The procedure termed "halogen exchange" provides a tool that allows one to alter the order of addition of monomers to a sequential block copolymerization from that dictated by reactivity thereby allowing increased freedom in designing polymer architecture. This is a unique advantage of ATRP and cannot be used in SFRP or RAFT. However, with the development of procedures that use low levels of catalyst, halogen exchange cannot work and therefore another procedure developed to overcome this limitation: preparation of a copolymer in the second block.
Initiation should be fast and complete at low monomer conversion since this provides control over molecular weight, PDI, structure, functionality. When applied to large scale production initiation procedures should be robust, inexpensive, and provide a clean ATRP.
The procedure for "normal" initiation of an ATRP reaction employs a molecule, either a small molecule, macromolecule, or a functionalized surface, with one or more transferable atoms or groups, most often a (pseudo)halide that undergoes a one electron redox reaction with a transition metal catalyst in a lower oxidation state forming the reactive species. (1-7) In all of the published literature on ATRP this R-X molecule has been called the initiator, even though in contrast to a standard free radical polymerization initiator, this molecule is an inherently thermally stable entity and is incorporated in its entirety into the final polymer.
The added initiator R-X can be a mono functional initiator, a multifunctional initiator, i.e. it can either possess more than one initiating functionality or it can be used to introduce additional functionality into the alpha-chain end, it can be a macroinitiator (a polymer containing initiator site(s)), or initiators attached to a surface; either a particle, flat surface, fiber, or porous material.
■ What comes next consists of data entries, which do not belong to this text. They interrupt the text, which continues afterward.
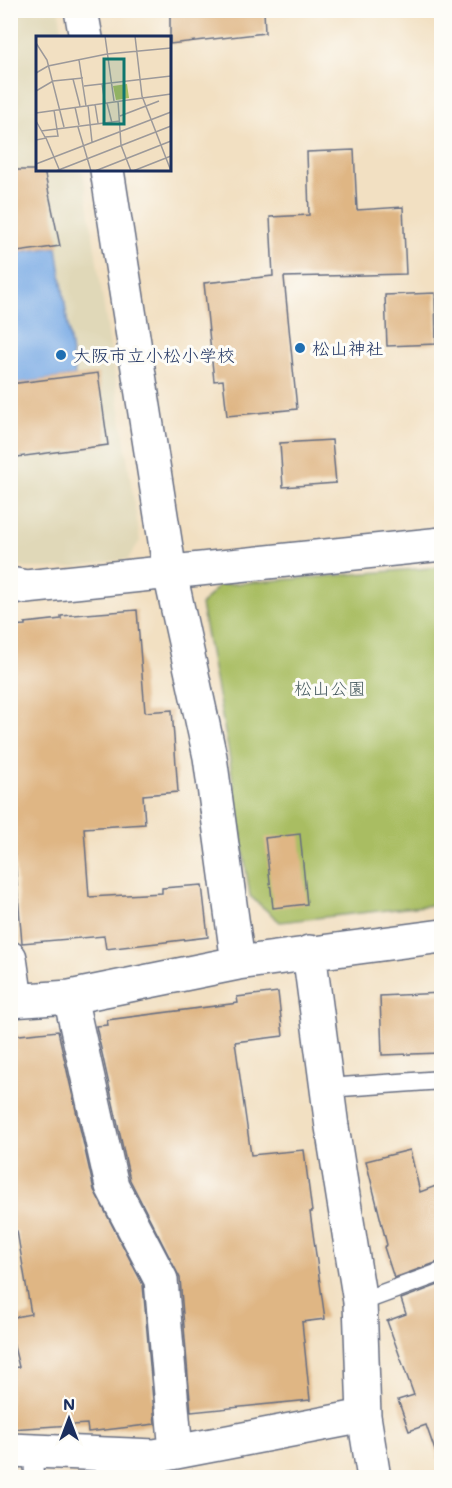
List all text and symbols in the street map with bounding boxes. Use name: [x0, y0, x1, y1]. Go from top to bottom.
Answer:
inset map: [36, 36, 171, 171]
place label: 松山神社: [312, 336, 384, 360]
marker: 松山神社: [293, 341, 307, 355]
place label: 大阪市立小松小学校: [73, 343, 235, 367]
marker: 大阪市立小松小学校: [54, 348, 68, 362]
park label: 松山公園: [294, 676, 366, 700]
north arrow: [39, 1389, 99, 1449]
text: N: [63, 1393, 75, 1414]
Plot taken from CRP Consortium Meeting October 2006
In small scale reactions care should be taken to reduce the amount of dissolved oxygen in the system, since oxygen will oxidize the catalyst complex forming the redox conjugate, or persistent radical, and reduce the rate of reaction. (8, 9) Note, however, that the addition of a low level of the redox conjugate does provide complete control from the start of the polymerization, which increases the amount of added initiator incorporated into the final product, by reducing the fraction of termination reactions between low molecular weight species normally required to form the persistent radical. (2) This is important in commercial processes where cost of initiator may be a major concern. The selection of the appropriate radically transferable atom or group on the initiator and transition metal complex is important to provide control over the efficiency of the initiation reaction. (10, 11)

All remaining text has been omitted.